# [What you will do]
The required result is the number of lines in this material containing the word "bottom". Write that number and no other text.

.....

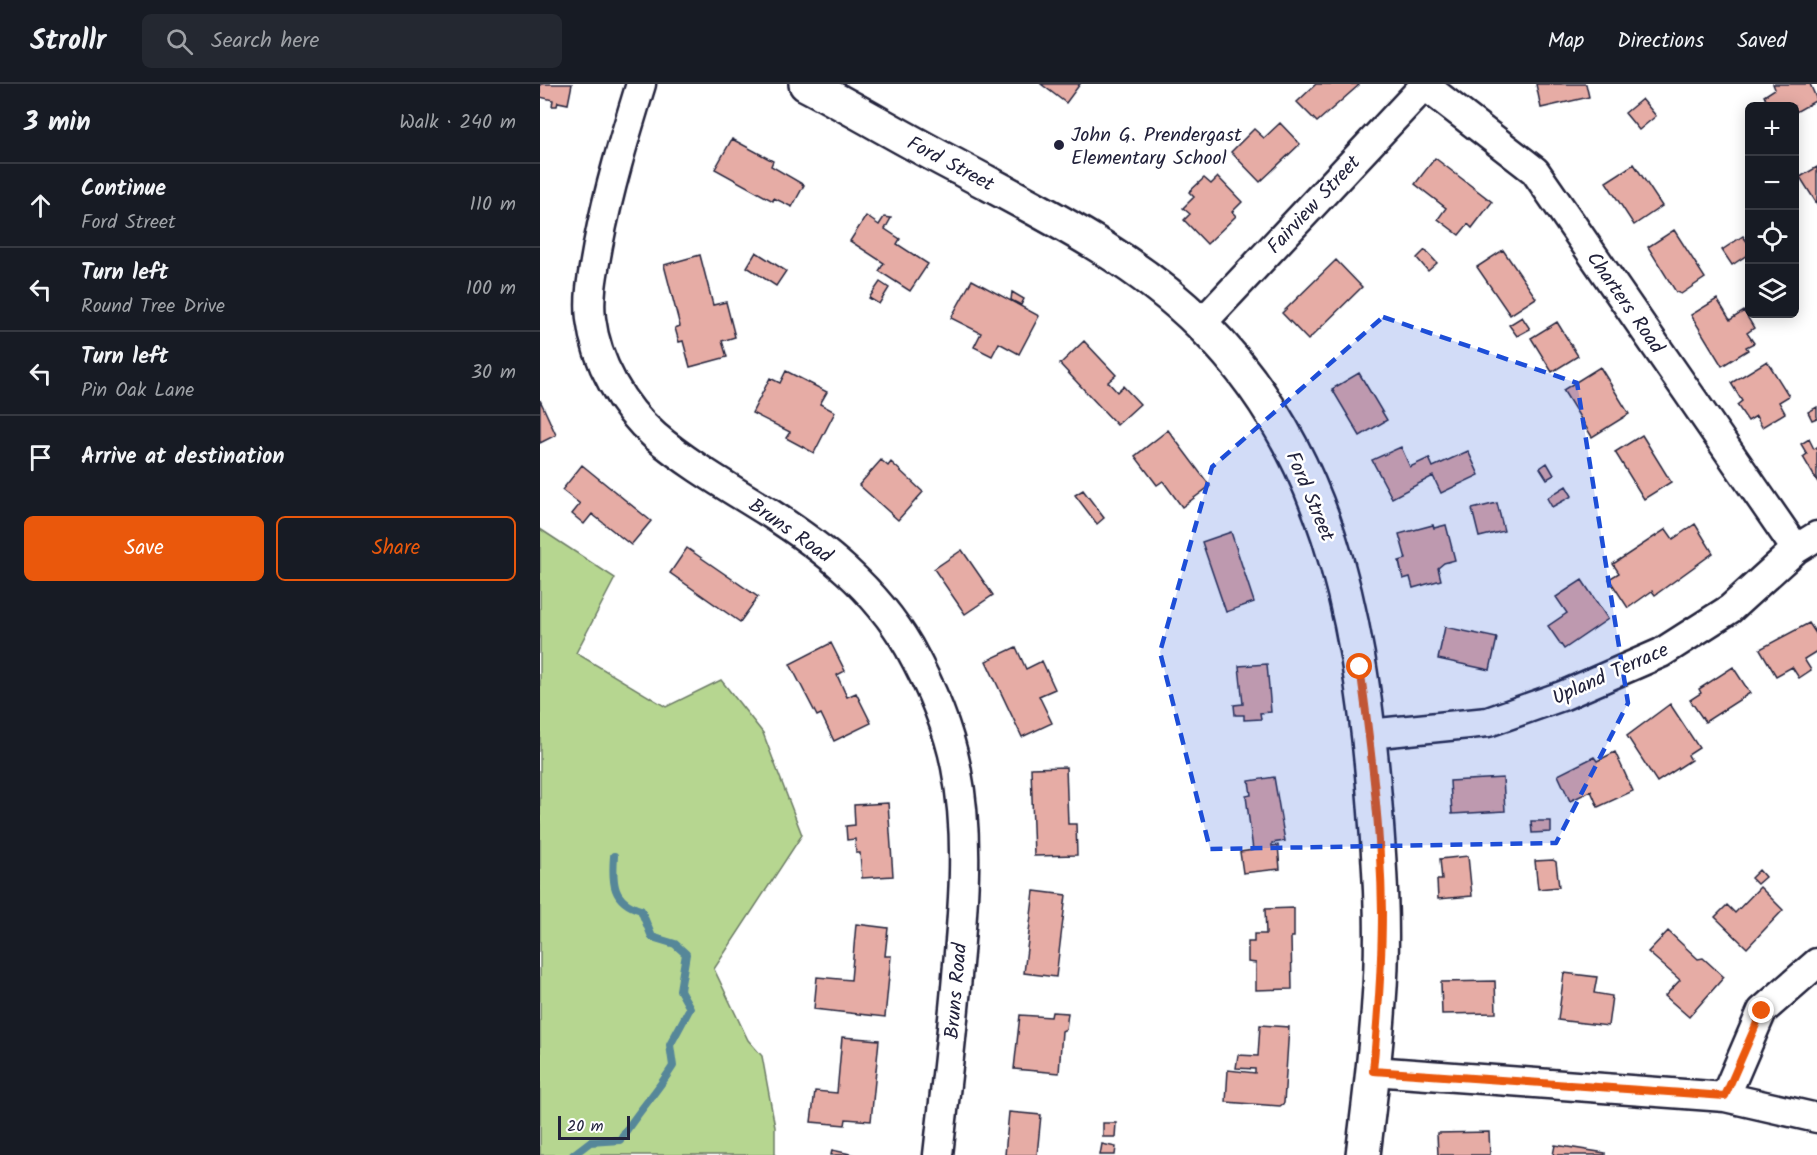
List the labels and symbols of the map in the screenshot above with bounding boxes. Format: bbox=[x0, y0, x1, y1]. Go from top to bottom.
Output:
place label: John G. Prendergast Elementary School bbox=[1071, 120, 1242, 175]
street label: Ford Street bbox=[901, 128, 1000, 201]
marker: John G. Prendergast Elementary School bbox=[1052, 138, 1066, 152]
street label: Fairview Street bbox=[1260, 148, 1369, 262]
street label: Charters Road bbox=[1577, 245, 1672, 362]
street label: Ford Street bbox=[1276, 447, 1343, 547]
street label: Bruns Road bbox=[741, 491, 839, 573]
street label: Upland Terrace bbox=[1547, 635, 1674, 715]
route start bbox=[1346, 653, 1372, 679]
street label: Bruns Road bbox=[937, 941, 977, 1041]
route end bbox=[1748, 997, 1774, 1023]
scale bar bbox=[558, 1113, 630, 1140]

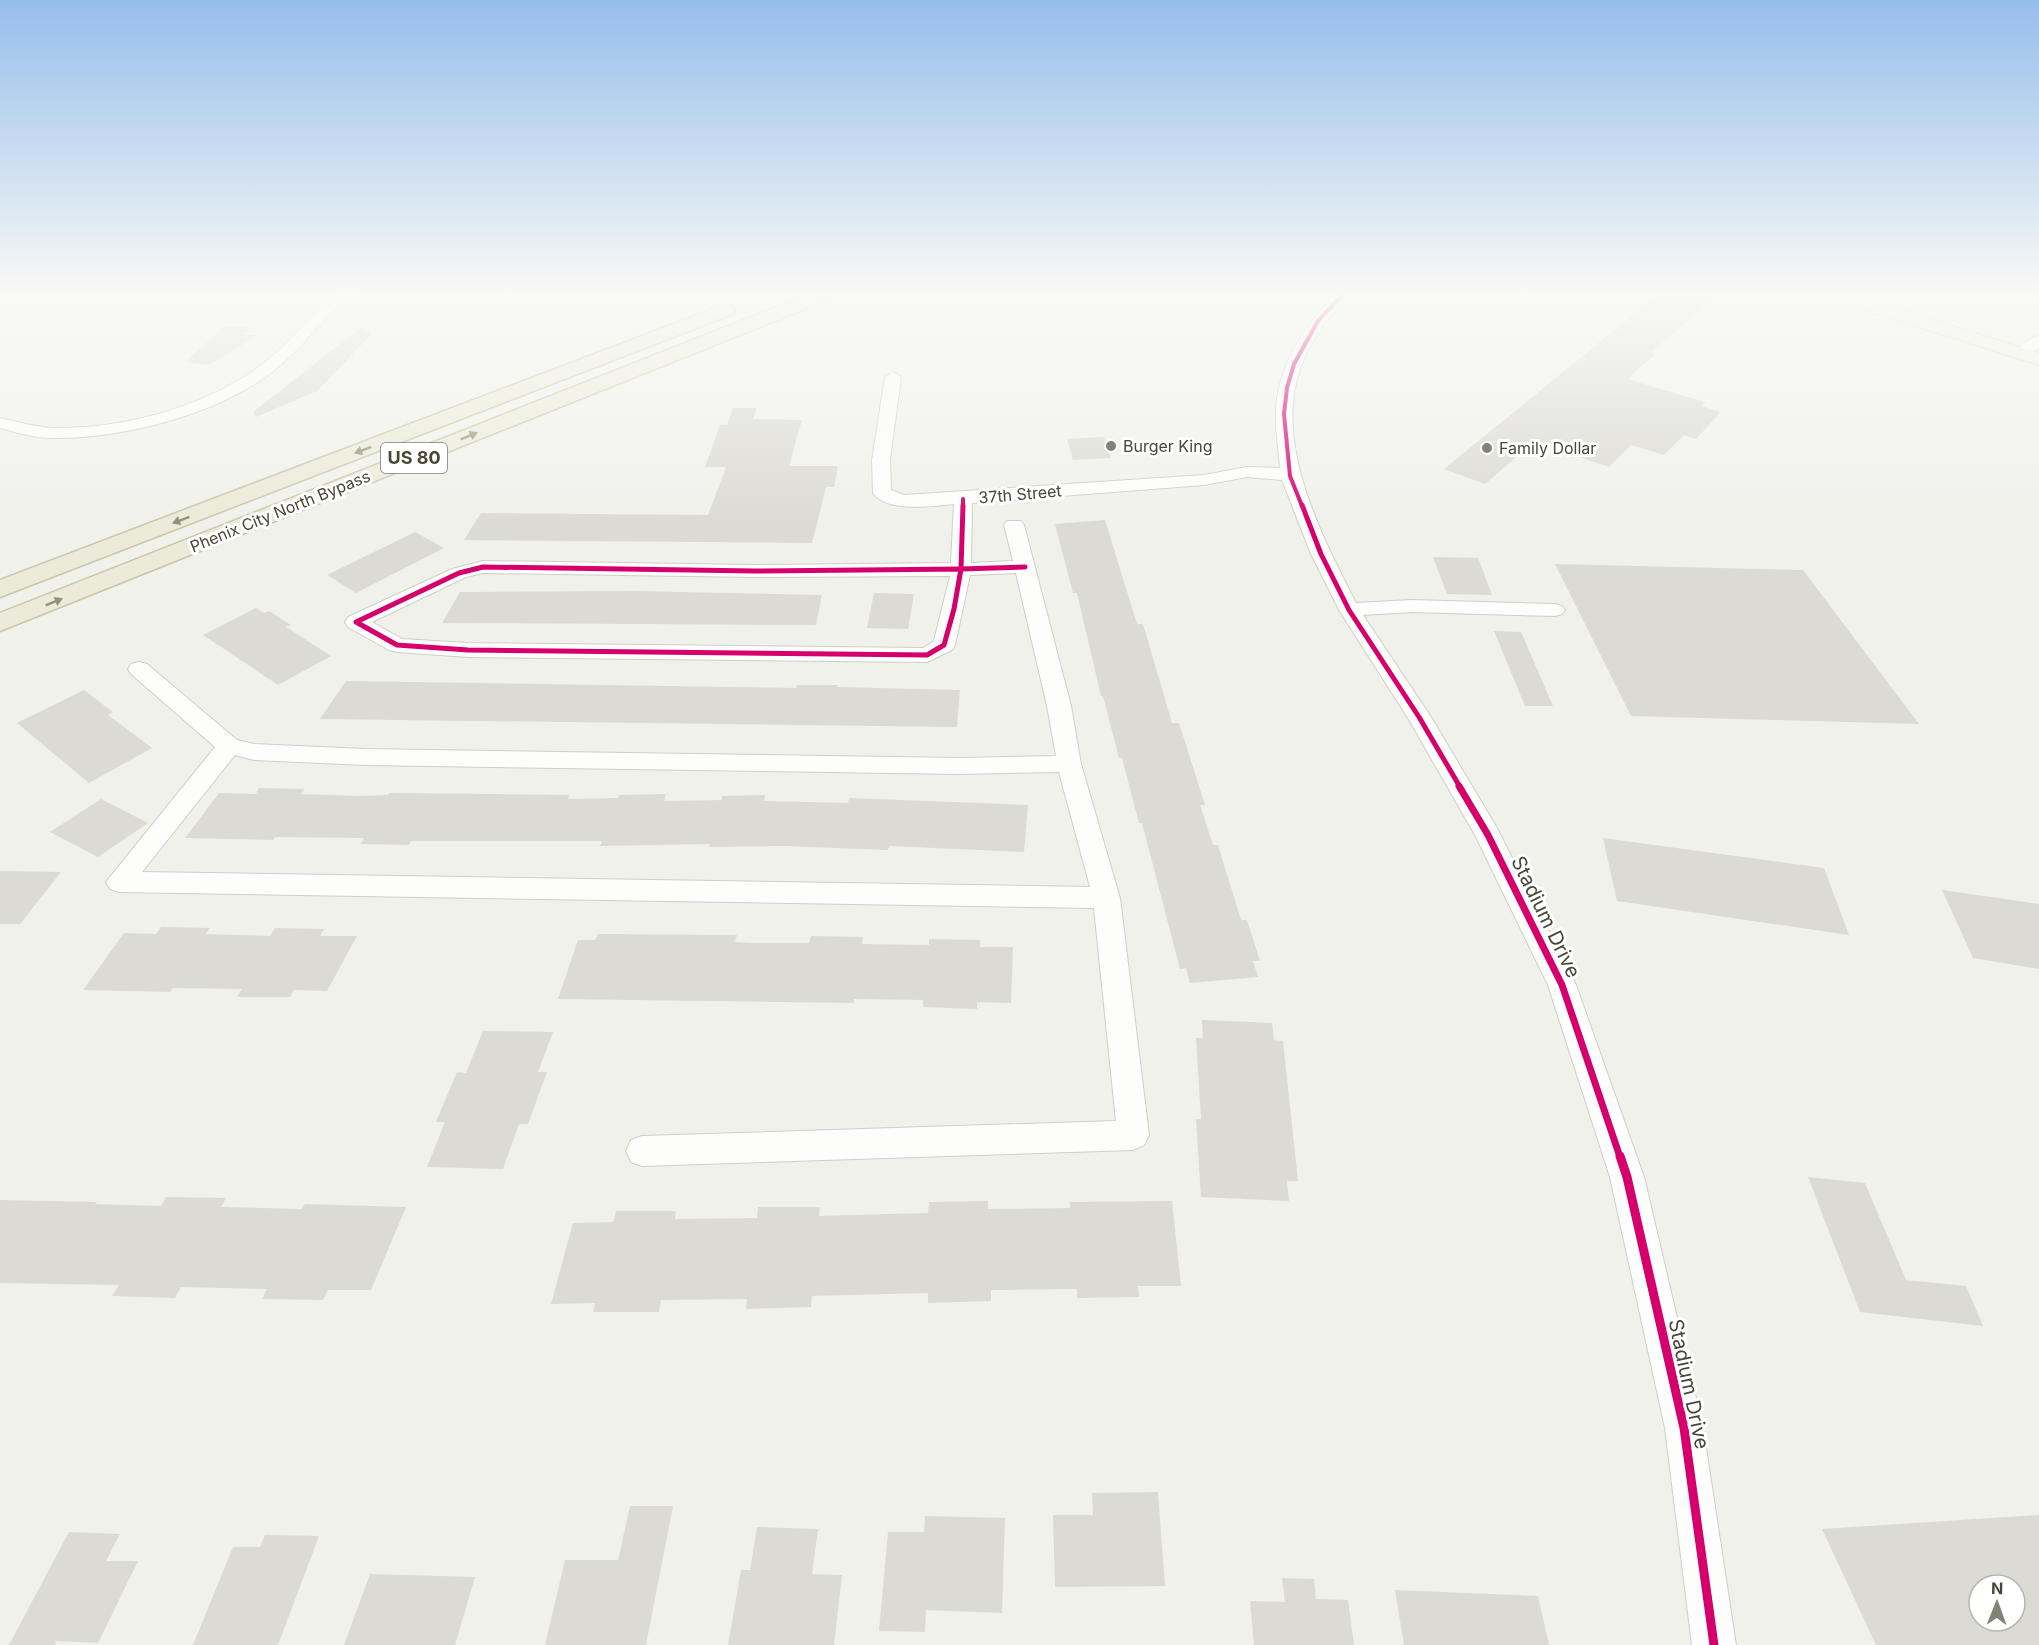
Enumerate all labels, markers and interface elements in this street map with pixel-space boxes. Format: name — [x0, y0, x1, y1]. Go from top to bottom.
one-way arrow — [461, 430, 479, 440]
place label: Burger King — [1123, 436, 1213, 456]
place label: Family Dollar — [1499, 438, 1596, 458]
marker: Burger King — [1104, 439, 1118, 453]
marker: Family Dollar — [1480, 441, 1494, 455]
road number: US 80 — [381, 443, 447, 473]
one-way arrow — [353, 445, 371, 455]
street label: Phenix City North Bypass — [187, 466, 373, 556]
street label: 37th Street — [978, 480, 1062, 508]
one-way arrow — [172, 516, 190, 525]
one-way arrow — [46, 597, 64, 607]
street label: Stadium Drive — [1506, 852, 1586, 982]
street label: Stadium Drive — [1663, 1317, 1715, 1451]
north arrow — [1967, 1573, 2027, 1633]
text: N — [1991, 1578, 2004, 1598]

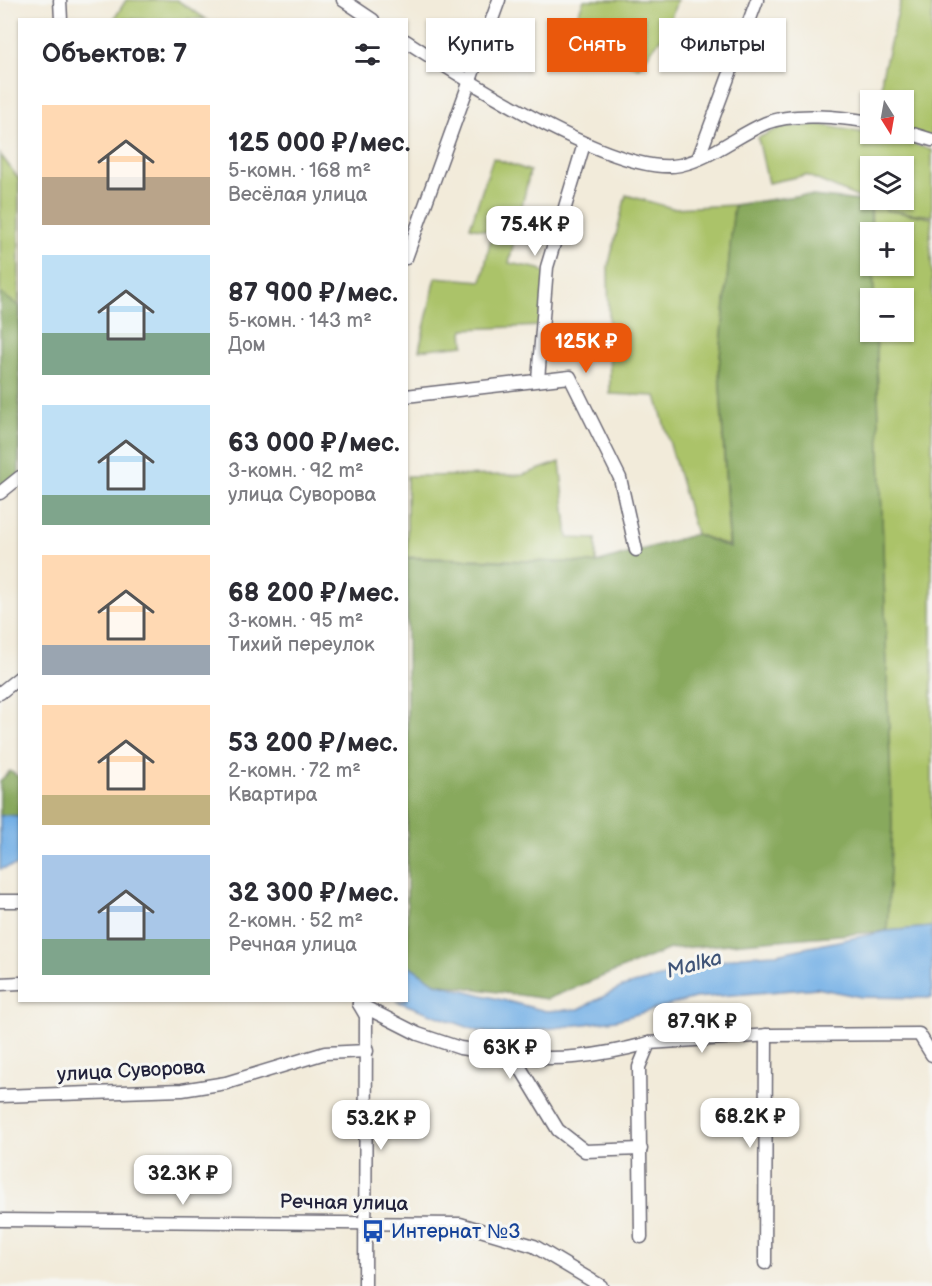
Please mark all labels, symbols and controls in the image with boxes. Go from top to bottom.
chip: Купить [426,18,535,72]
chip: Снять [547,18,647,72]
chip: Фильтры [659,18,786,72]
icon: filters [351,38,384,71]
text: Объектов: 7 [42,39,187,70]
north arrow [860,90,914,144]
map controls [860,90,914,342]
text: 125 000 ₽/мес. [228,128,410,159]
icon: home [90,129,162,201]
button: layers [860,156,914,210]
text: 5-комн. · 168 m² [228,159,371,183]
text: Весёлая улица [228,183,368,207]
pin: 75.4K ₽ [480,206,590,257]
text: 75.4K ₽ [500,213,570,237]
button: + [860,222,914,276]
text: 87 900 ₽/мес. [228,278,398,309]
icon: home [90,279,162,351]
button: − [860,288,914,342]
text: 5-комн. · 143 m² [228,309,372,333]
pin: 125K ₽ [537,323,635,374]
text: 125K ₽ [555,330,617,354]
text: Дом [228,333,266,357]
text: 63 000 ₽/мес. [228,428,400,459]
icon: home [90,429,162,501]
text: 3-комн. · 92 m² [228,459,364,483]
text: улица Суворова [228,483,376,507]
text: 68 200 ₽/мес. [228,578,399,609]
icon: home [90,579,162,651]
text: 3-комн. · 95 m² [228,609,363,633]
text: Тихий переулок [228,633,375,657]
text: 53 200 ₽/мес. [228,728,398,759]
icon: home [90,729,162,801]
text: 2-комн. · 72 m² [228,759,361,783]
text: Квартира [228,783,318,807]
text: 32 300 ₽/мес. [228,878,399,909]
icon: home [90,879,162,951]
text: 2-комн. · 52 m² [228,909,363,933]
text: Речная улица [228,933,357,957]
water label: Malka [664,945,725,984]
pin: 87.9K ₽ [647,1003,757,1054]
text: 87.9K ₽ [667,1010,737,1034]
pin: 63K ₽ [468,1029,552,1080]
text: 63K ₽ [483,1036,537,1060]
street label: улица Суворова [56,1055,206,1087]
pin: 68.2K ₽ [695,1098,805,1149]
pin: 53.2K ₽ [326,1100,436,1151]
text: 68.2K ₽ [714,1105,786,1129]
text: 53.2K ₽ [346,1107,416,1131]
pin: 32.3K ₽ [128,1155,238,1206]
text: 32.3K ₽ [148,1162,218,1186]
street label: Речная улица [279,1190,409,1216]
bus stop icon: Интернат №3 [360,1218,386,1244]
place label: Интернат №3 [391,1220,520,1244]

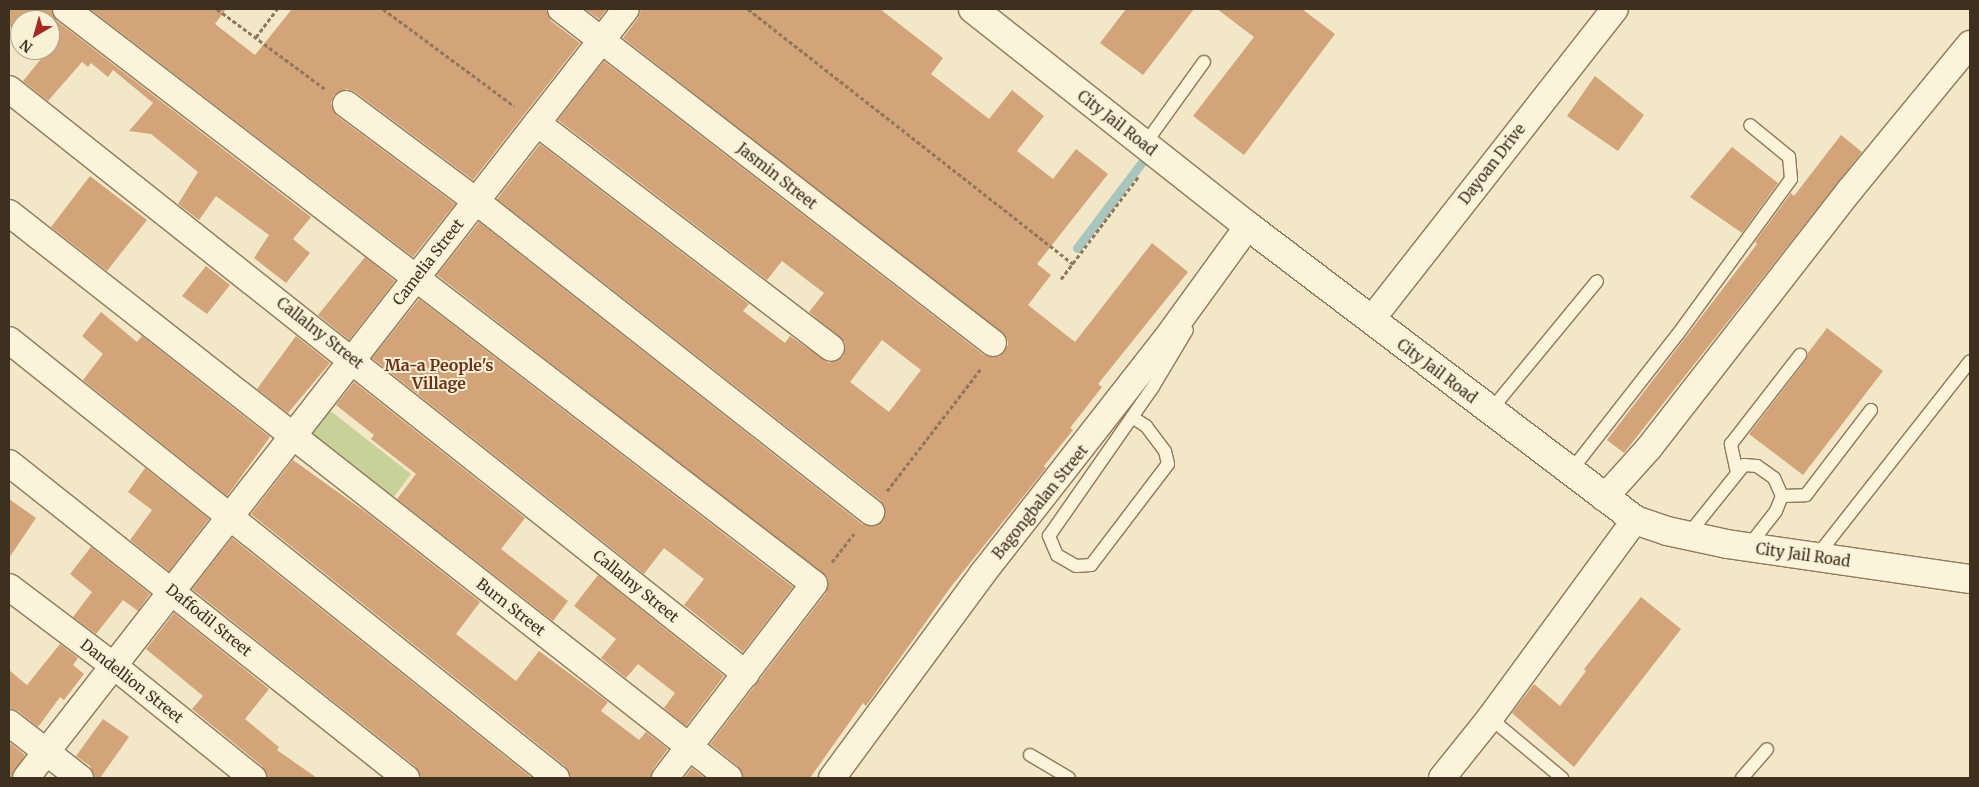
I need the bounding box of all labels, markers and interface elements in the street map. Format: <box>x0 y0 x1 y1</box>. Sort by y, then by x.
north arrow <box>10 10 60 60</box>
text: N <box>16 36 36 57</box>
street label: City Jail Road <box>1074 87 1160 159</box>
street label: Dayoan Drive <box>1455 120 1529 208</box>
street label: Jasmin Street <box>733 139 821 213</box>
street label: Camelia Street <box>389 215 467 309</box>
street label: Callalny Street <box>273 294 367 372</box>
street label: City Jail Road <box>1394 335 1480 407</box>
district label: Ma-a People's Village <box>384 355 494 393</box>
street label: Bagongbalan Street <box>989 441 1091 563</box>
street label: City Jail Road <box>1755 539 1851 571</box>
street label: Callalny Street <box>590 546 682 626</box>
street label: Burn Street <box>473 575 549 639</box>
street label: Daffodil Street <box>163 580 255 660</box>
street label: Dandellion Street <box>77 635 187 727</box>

.....

# [Result for this task]
3